WHAT THE TASK ASKS: Search the listing below for lines containing the string "자전거길". Reply with their count only.

++++++

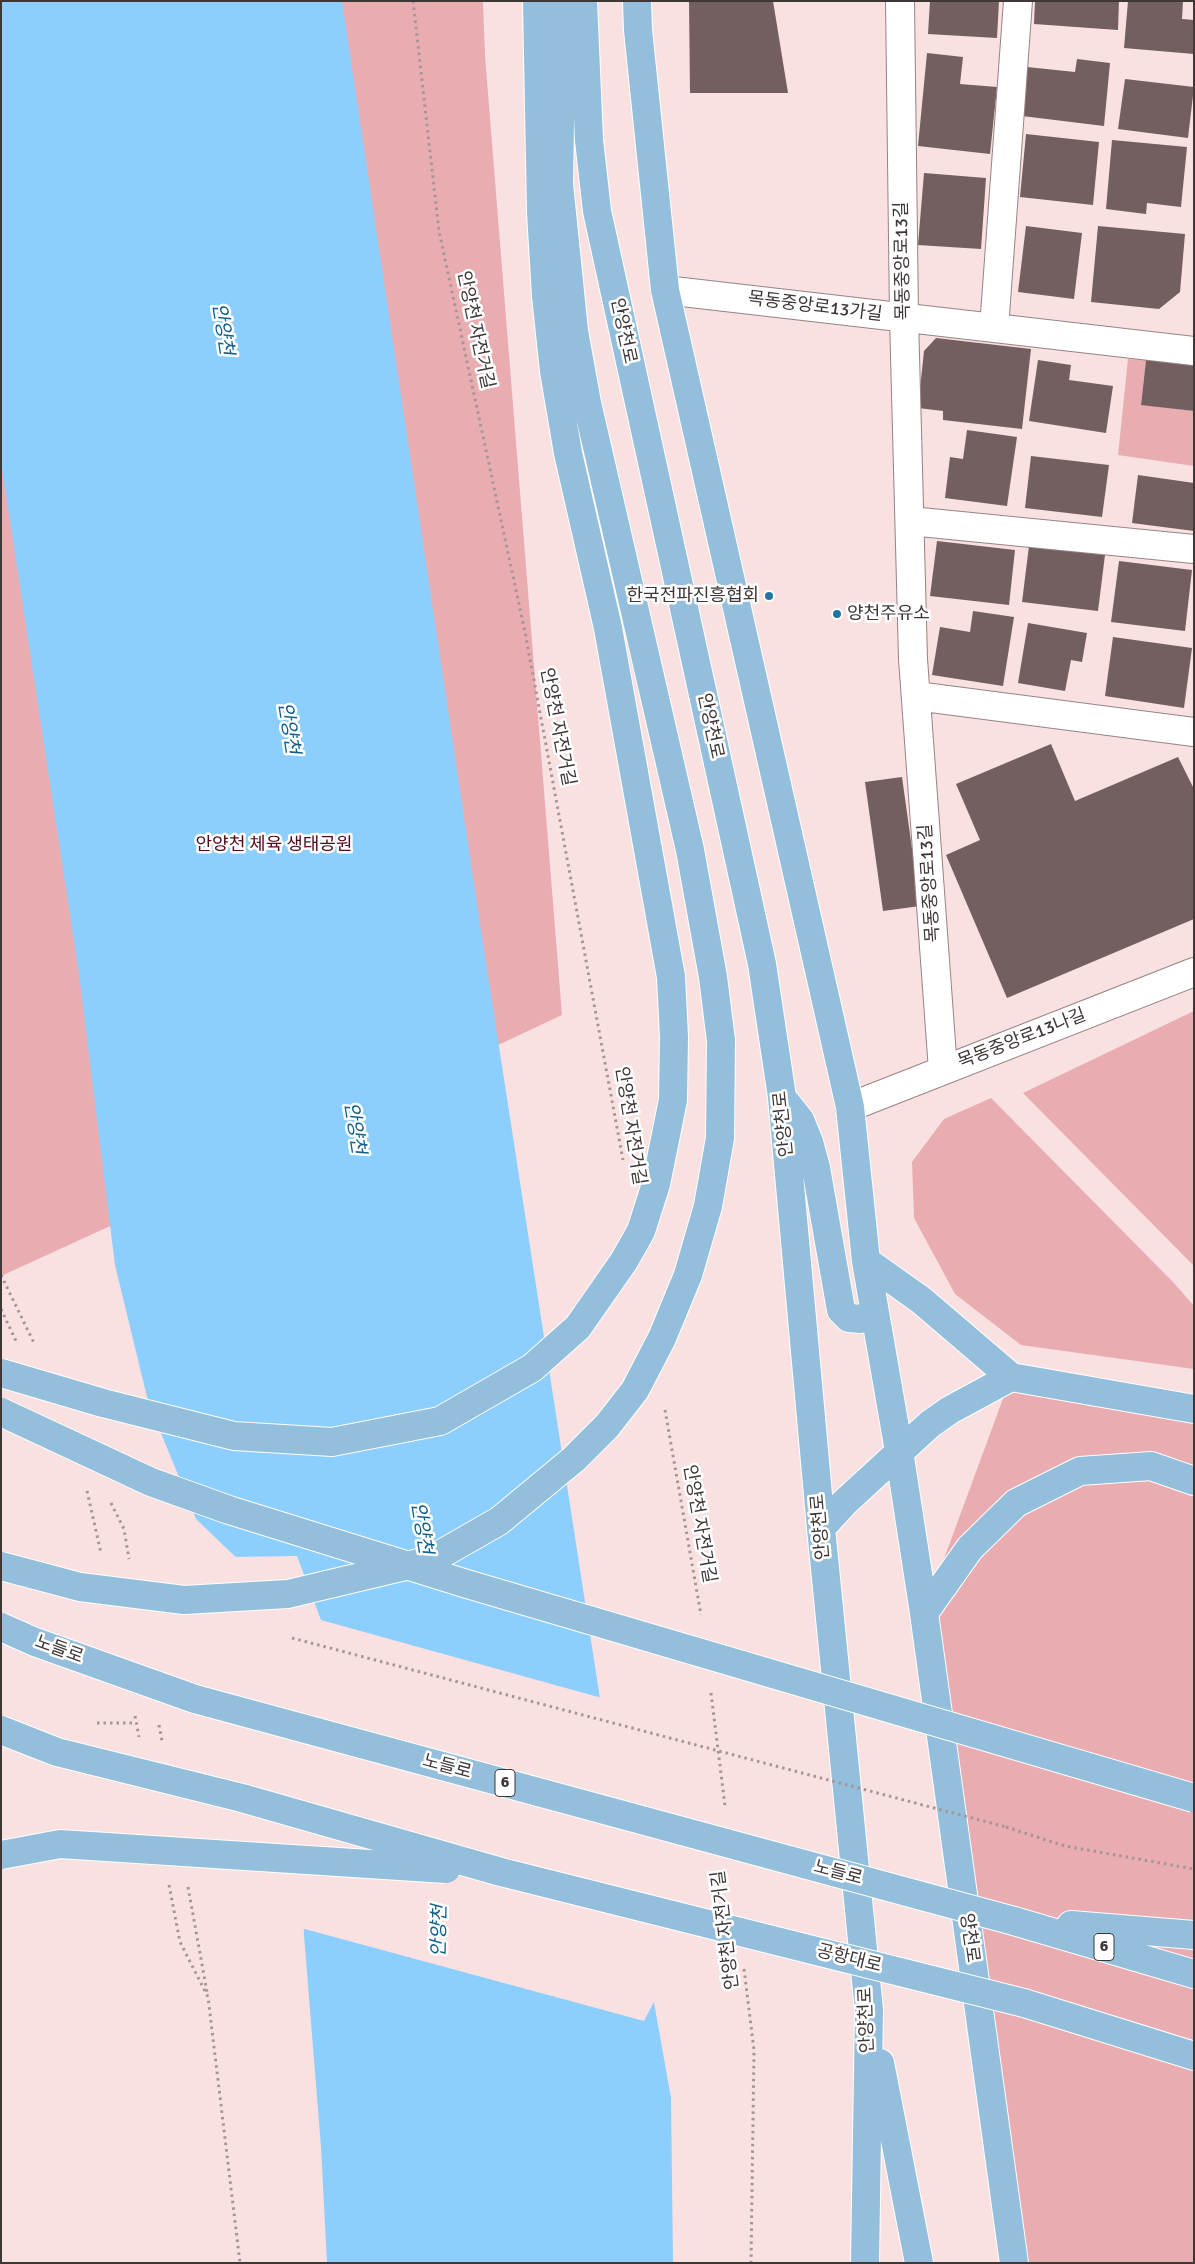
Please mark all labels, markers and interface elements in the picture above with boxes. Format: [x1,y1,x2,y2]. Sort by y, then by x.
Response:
street label: 목동중앙로13길 [891,201,915,321]
street label: 안양천 자전거길 [452,269,498,391]
street label: 목동중앙로13가길 [747,288,883,326]
street label: 안양천로 [606,296,640,366]
water label: 안양천 [207,301,237,357]
place label: 한국전파진흥협회 [627,585,759,607]
marker: 한국전파진흥협회 [763,590,775,602]
place label: 양천주유소 [847,603,930,625]
marker: 양천주유소 [831,608,843,620]
street label: 안양천 자전거길 [535,666,579,788]
street label: 안양천로 [693,691,727,761]
water label: 안양천 [273,700,303,756]
street label: 목동중앙로13길 [915,823,945,943]
park label: 안양천 체육 생태공원 [196,834,352,856]
street label: 목동중앙로13나길 [955,1005,1089,1073]
street label: 안양천 자전거길 [610,1065,650,1187]
street label: 안양천로 [770,1090,798,1158]
water label: 안양천 [339,1100,369,1156]
street label: 안양천 자전거길 [678,1463,720,1585]
street label: 안양천로 [807,1493,835,1561]
water label: 안양천 [406,1500,436,1556]
street label: 노들로 [32,1631,86,1669]
street label: 노들로 [420,1750,474,1784]
road number: 6 [495,1770,515,1796]
street label: 노들로 [811,1856,865,1890]
street label: 안양천 자전거길 [708,1869,744,1991]
water label: 안양천 [428,1905,452,1957]
street label: 양천로 [955,1912,983,1964]
road number: 6 [1094,1934,1114,1960]
street label: 공항대로 [814,1941,884,1977]
street label: 안양천로 [855,1987,879,2053]

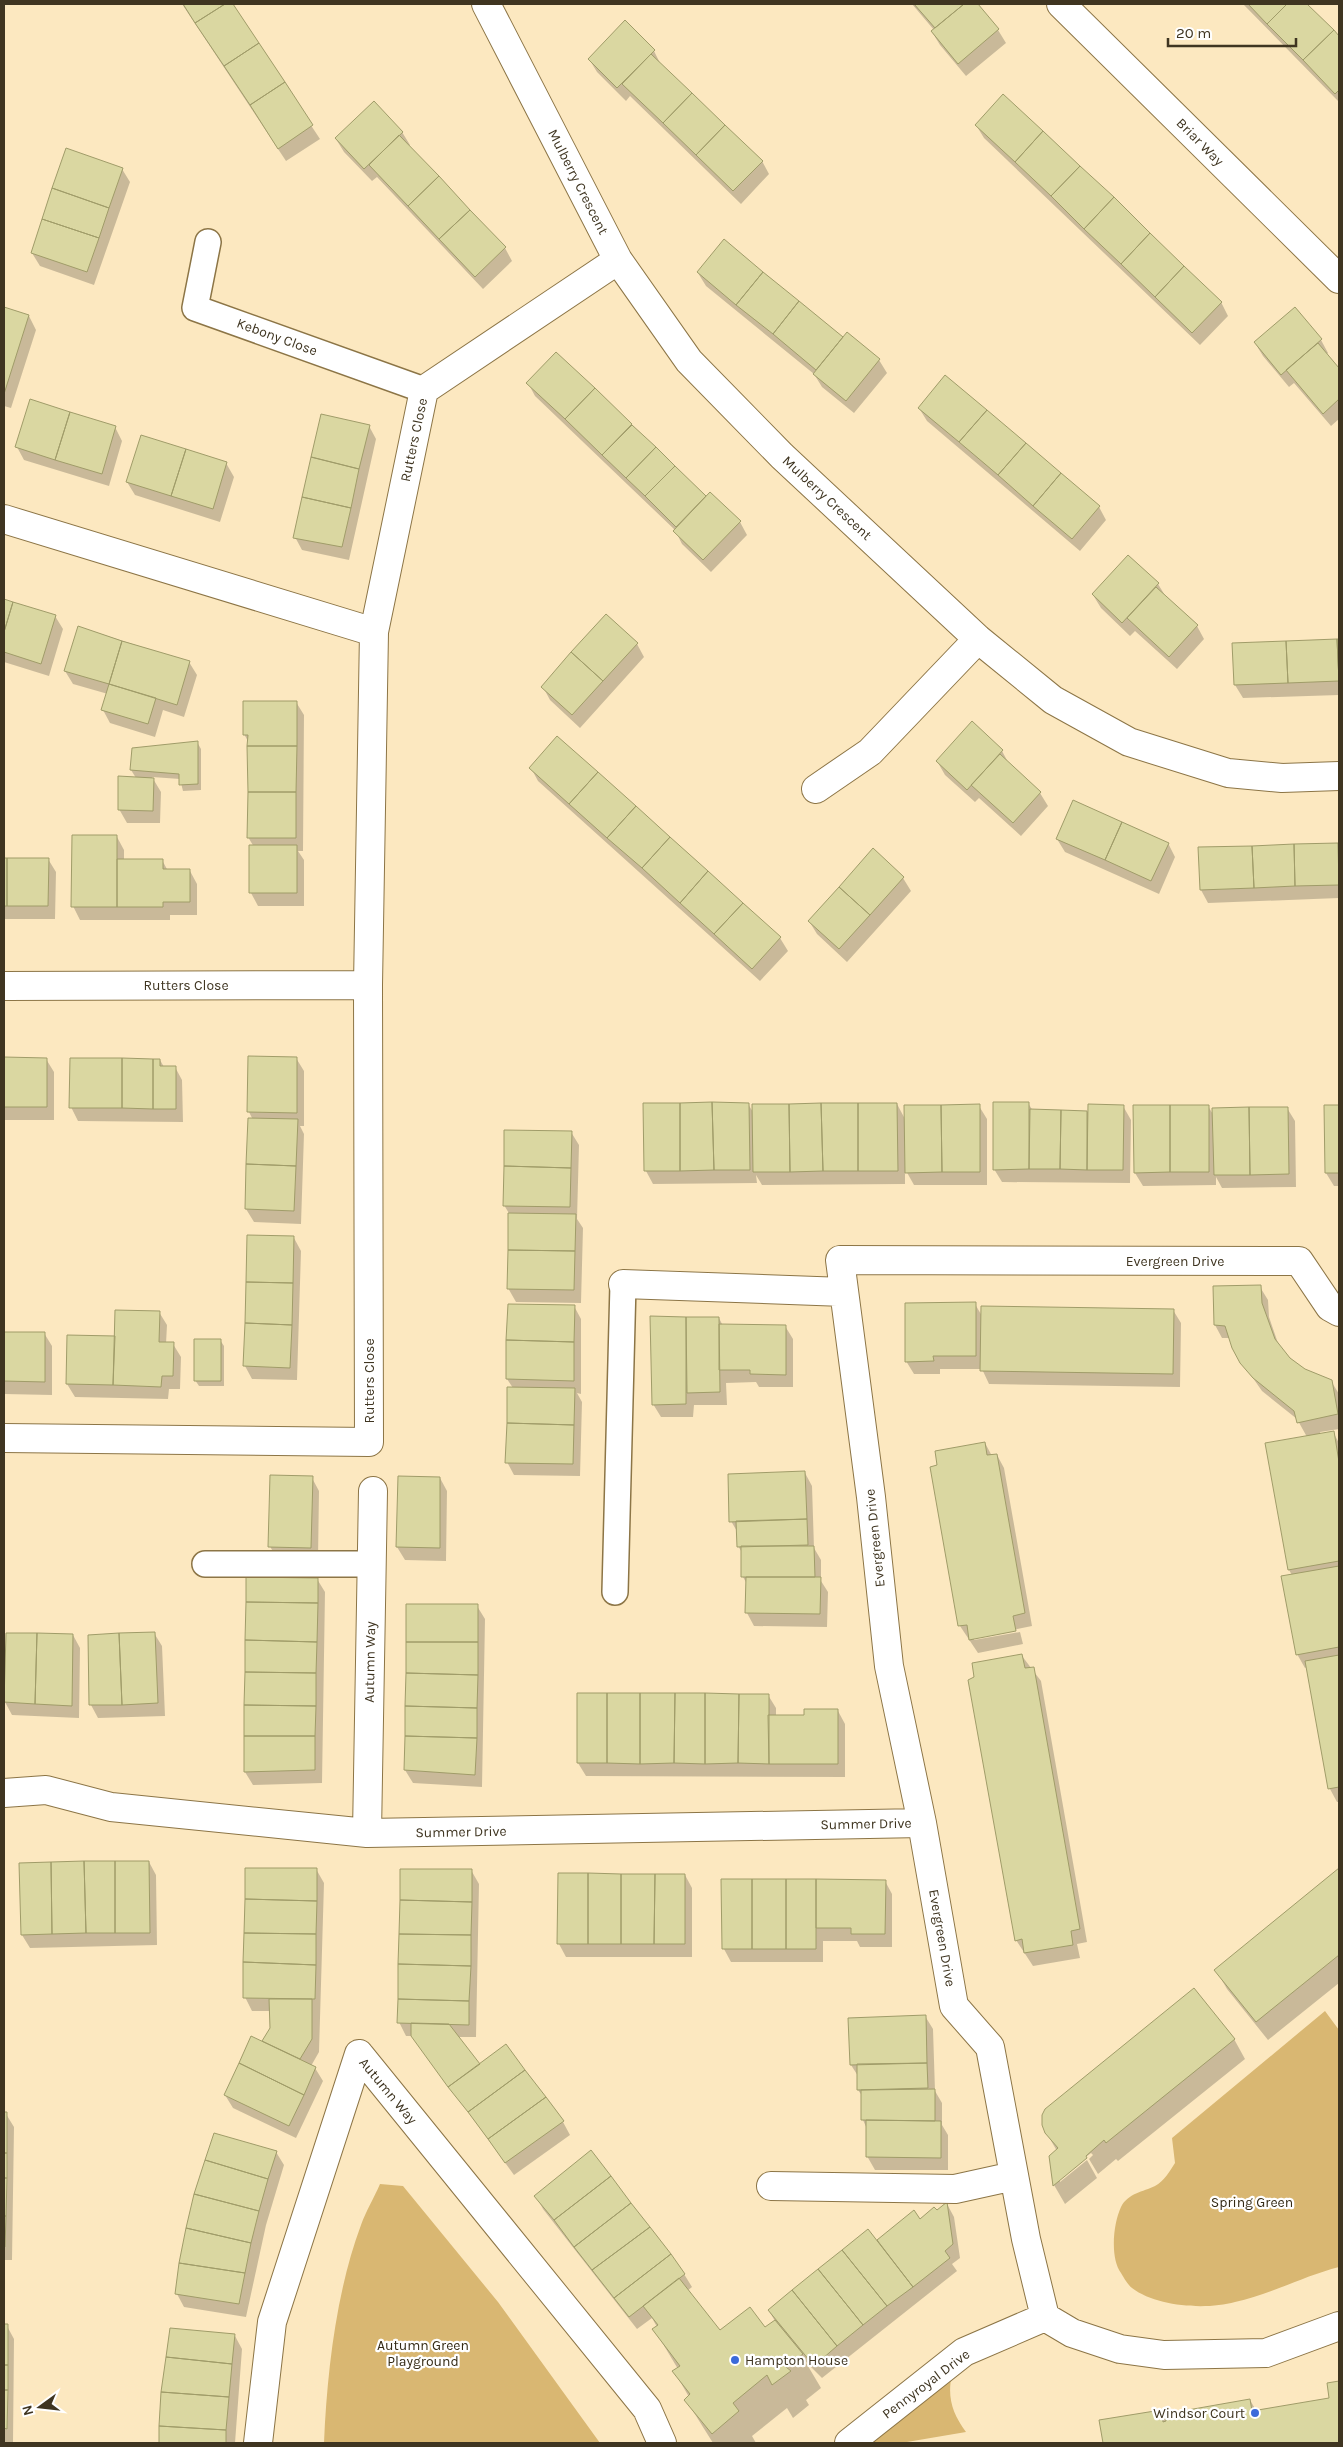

++++++

WRITTEN RESPONSE: 5